Dressed in togas, armor, and peplums, or simply nude, characters lounge royally on expansive verandahs, play lyres, herd goats, drink from pottery kylikes, perform Pagan rituals, interact with gods, raise children, dance, flirt, embrace, bathe, breach the defenses of besieged cities, and plot to conquer civilizations. The Tarot of Delphi is a very beautiful deck.
There is an added attraction to its visual beauty. Janet Denise Hildegard Hinkle can write. The accompanying manual is small enough to fit in the palm of a closed hand. But this tiny volume is jam packed with well written prose that identifies each artwork, says who created it and when, and how the artwork in question relates to the card it illustrates. Hinkle educates her readers in the classics, and that is a very good thing. Readers will learn of the myths, like that of Orpheus, who entered the underworld to rescue his beloved Eurydice, and of history, including Rome's genocidal defeat of Carthage, and Queen Zenobia's resistance to Rome. Hinkle wastes not a single word in her stirring sermonizing on how the perennial lessons of the past can be applied today.
If I'm going to read with a deck, I want the pictures to be beautiful and deep, and these pictures are. I also want the pictures to be readily accessible to querents, and many of these are not. In a couple of cases, I wondered why Hinkel did not pick an illustration for another card. One of her two Empress cards (thus a 79 card deck) depicts Zenobia, alone, looking meditative, and in chains. A woman in chains would work better for the eight of swords than for the Empress. Narcissus illustrates the four of coins; Narcissus, as his name implies, exemplifies narcissism. Surely Midas would have been the better choice.
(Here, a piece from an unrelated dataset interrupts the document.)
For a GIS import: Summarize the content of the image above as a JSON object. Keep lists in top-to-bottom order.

The five of swords, a card that depicts ruinous spite, is illustrated by a beautiful if remote woman holding back a curtain and leaning on a staff. This puzzled me. Upon examination, I realized that she was leaning, in fact, on an ax, discretely dripping blood. Aha! This was Clytemnestra, after her avenging the death of her daughter Iphigenia at the hands of her ambitious husband Agamemnon. It's the perfect backstory for the five of swords, but this illustration, as with many others, is not as readily accessible as I'd like.
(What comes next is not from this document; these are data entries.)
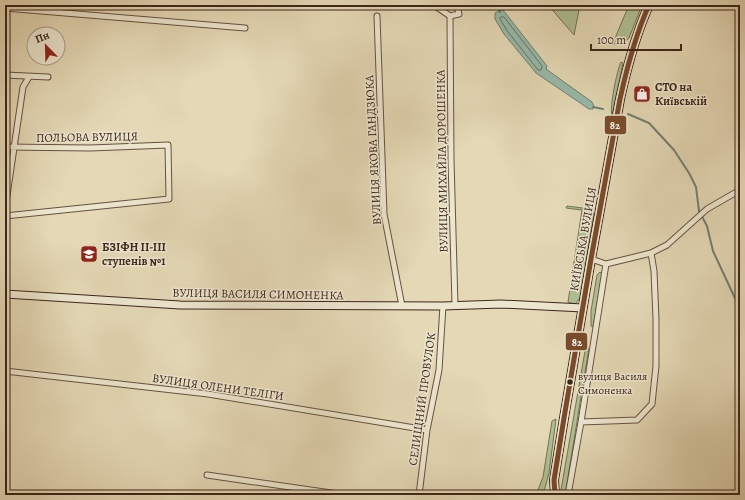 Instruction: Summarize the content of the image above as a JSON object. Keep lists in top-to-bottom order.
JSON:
{
  "streets": {
    "main road": ["КИЇВСЬКА ВУЛИЦЯ"],
    "street": [
      "ПОЛЬОВА ВУЛИЦЯ",
      "ВУЛИЦЯ ЯКОВА ГАНДЗЮКА",
      "ВУЛИЦЯ МИХАЙЛА ДОРОШЕНКА",
      "ВУЛИЦЯ ВАСИЛЯ СИМОНЕНКА",
      "ВУЛИЦЯ ОЛЕНИ ТЕЛІГИ",
      "СЕЛИЩНИЙ ПРОВУЛОК"
    ]
  },
  "crossings": [
    ["ВУЛИЦЯ ЯКОВА ГАНДЗЮКА", "ВУЛИЦЯ ВАСИЛЯ СИМОНЕНКА"],
    ["ВУЛИЦЯ МИХАЙЛА ДОРОШЕНКА", "ВУЛИЦЯ ВАСИЛЯ СИМОНЕНКА"],
    ["КИЇВСЬКА ВУЛИЦЯ", "ВУЛИЦЯ ВАСИЛЯ СИМОНЕНКА"],
    ["ВУЛИЦЯ ВАСИЛЯ СИМОНЕНКА", "СЕЛИЩНИЙ ПРОВУЛОК"],
    ["ВУЛИЦЯ ОЛЕНИ ТЕЛІГИ", "СЕЛИЩНИЙ ПРОВУЛОК"]
  ],
  "places": {
    "shop": ["СТО на Київській"],
    "school or university": ["БЗІФН ІІ-ІІІ ступенів №1"],
    "other": ["вулиця Василя Симоненка"]
  },
  "lines": ["transit line 82"],
  "scale_bar": "100 m",
  "north": "top left"
} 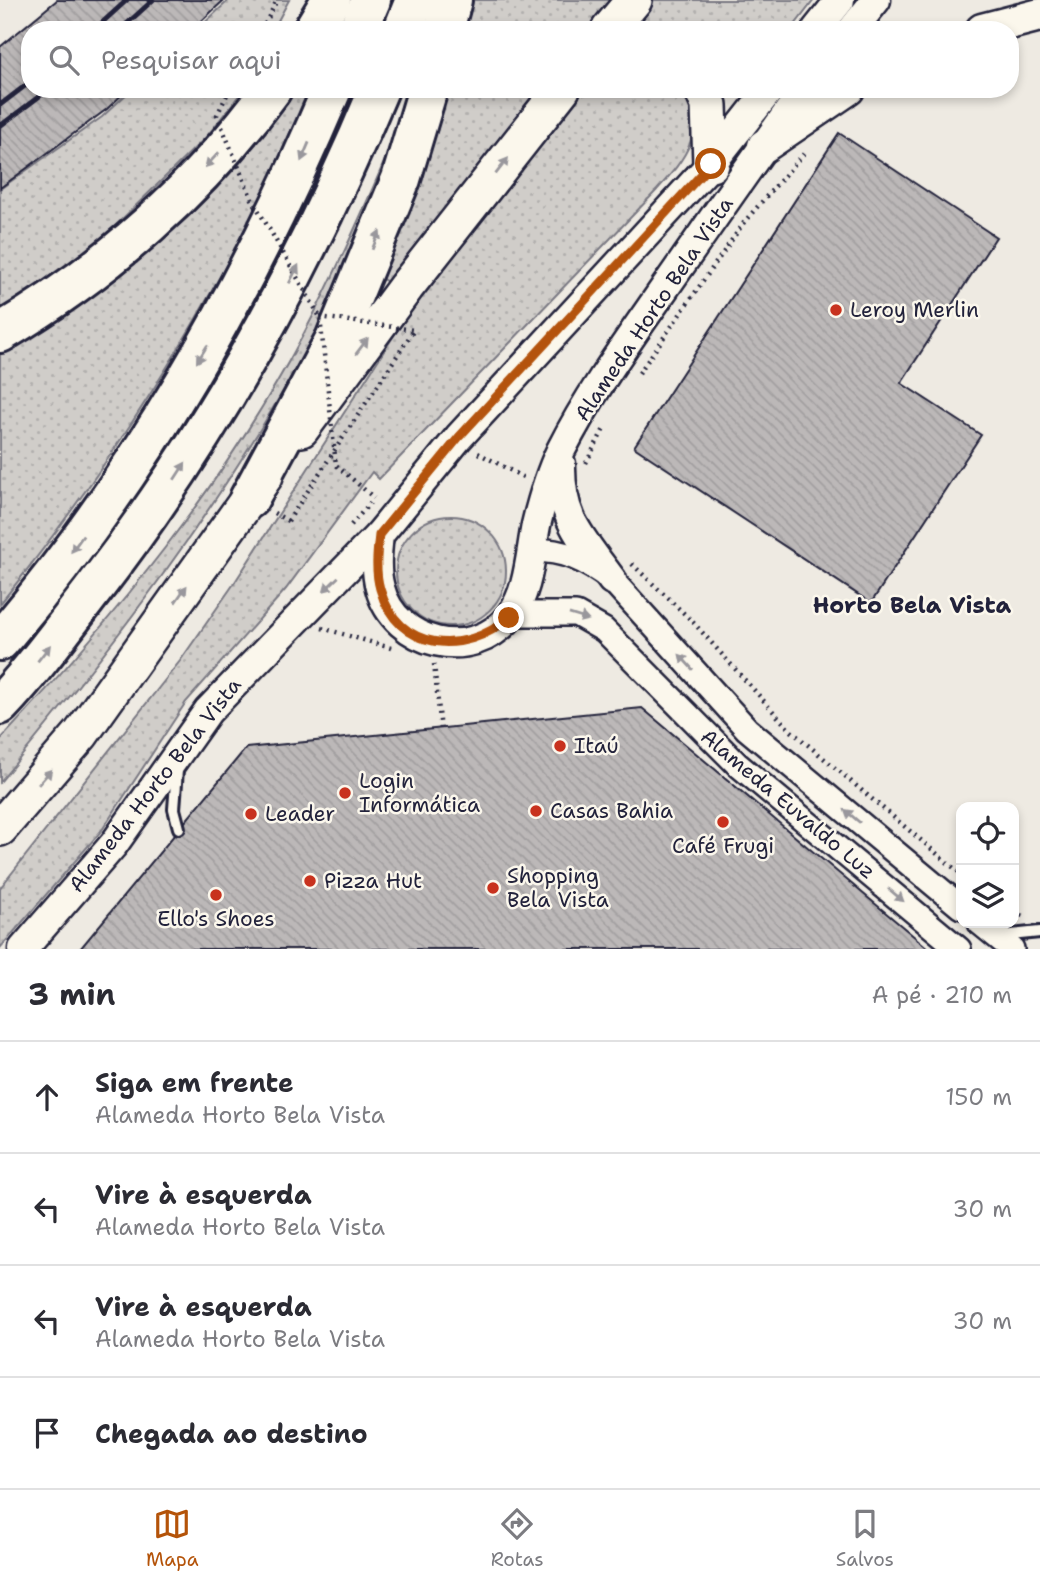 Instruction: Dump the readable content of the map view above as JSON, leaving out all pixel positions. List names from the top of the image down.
{
  "streets": {
    "street": ["Alameda Horto Bela Vista", "Alameda Euvaldo Luz"]
  },
  "crossings": [
    ["Alameda Horto Bela Vista", "Alameda Euvaldo Luz"]
  ],
  "districts": ["Horto Bela Vista"],
  "places": [
    "Leroy Merlin",
    "Itaú",
    "Login Informática",
    "Casas Bahia",
    "Leader",
    "Café Frugi",
    "Pizza Hut",
    "Shopping Bela Vista",
    "Ello's Shoes"
  ],
  "page": {
    "search": "Pesquisar aqui",
    "heading": ["3 min", "A pé · 210 m"],
    "list": [
      ["Siga em frente", "Alameda Horto Bela Vista", "150 m"],
      ["Vire à esquerda", "Alameda Horto Bela Vista", "30 m"],
      ["Vire à esquerda", "Alameda Horto Bela Vista", "30 m"],
      "Chegada ao destino"
    ],
    "nav": ["Mapa", "Rotas", "Salvos"]
  }
}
I compare this deck to the sublime Victorian Romantic tarot of Baba Studios. That deck reveals a Victorian world populated by young people, old people, poverty, and ugliness, as well as shiny pretty people. The Ancients killed their own handicapped children, and many of their daughters, just for the crime of being born female. Roman soldiers, such as Hinkel's hero of swords, committed unspeakable horrors as a matter of course. The vast majority of the population in the Ancient World lived their lives under the heel of the shiny, pretty people in these cards. There was Aesop, Socrates Spartacus, and Thecla. Their struggles, whose tensions rent the Ancient World, are not in this deck, although, to her credit, Hinkel includes Diogenes, the wise beggar, as The Hermit. Thecla would have been perfect for Strength.
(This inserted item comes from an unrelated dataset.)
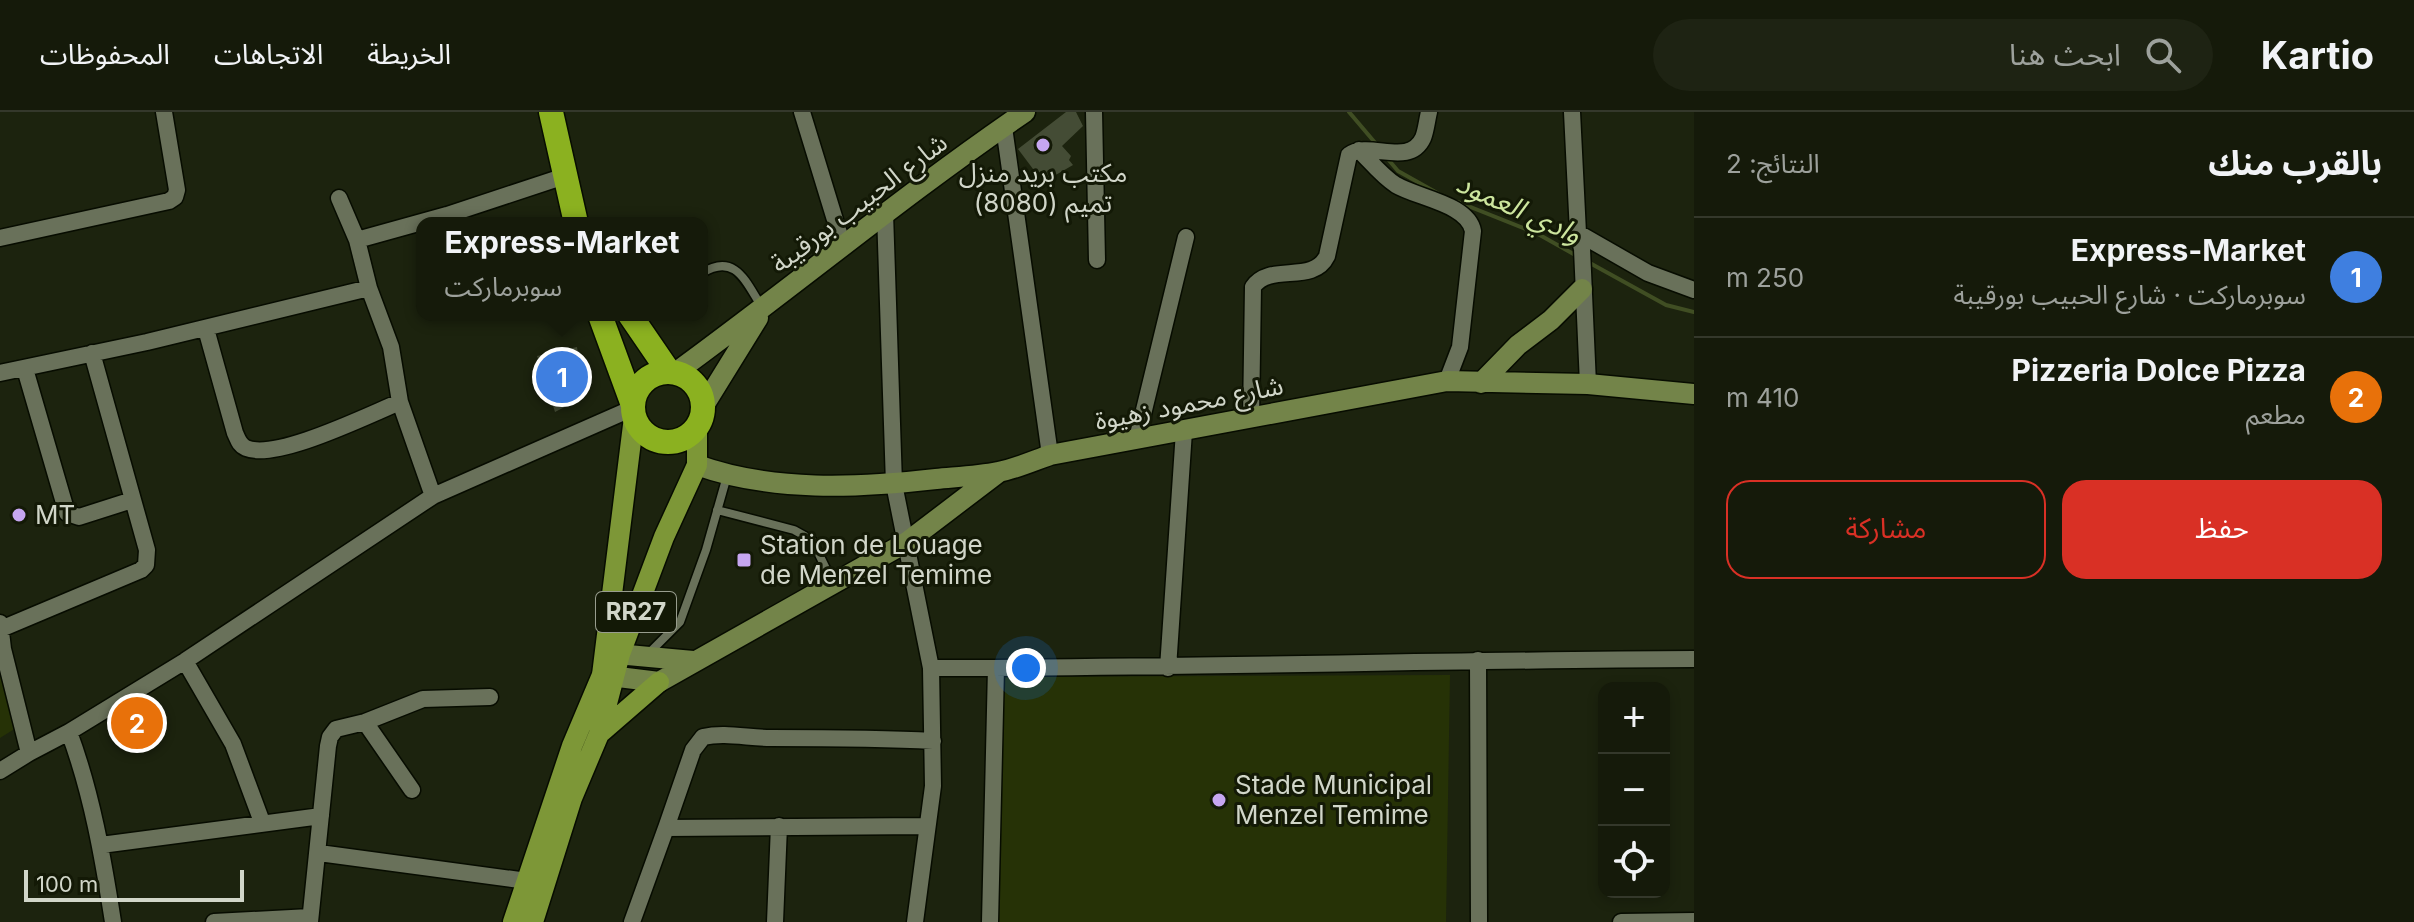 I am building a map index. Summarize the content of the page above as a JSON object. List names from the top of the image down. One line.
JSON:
{"streets":{"highway":["RR27"],"main road":["شارع الحبيب بورقيبة","شارع محمود زهيوة"]},"crossings":[["شارع الحبيب بورقيبة","RR27"],["شارع محمود زهيوة","RR27"]],"water":["وادي العمود"],"places":{"other":["مكتب بريد منزل تميم (8080)","MT","Stade Municipal Menzel Temime"],"transit":["Station de Louage de Menzel Temime"]},"scale_bar":"100 m","page":{"header":"Kartio","search":"ابحث هنا","nav":["الخريطة","الاتجاهات","المحفوظات"],"heading":["بالقرب منك","النتائج: 2"],"list":[{"mark":"1","name":"Express-Market","note":"سوبرماركت · شارع الحبيب بورقيبة","value":"250 m"},{"mark":"2","name":"Pizzeria Dolce Pizza","note":"مطعم","value":"410 m"}],"popup":["Express-Market","سوبرماركت"],"pins":["1","2"],"buttons":["حفظ","مشاركة"],"map_buttons":["+","−"],"scale":"100 m"}}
Too, I got tired of all the nude females, not because of their nudity, but because of their obvious status as underage eye candy. They all lack hair in their exposed privates, suggesting a youth that should be protected, not exposed. None of the nudes look like most of us look when naked. The Ancients valued physical perfection too much. Paganism in the real Ancient World was not always as harmonious as Hinkel depicts. Reservations aside, the Tarot of Delphi is a triumph, and Tarot collectors will want to add it.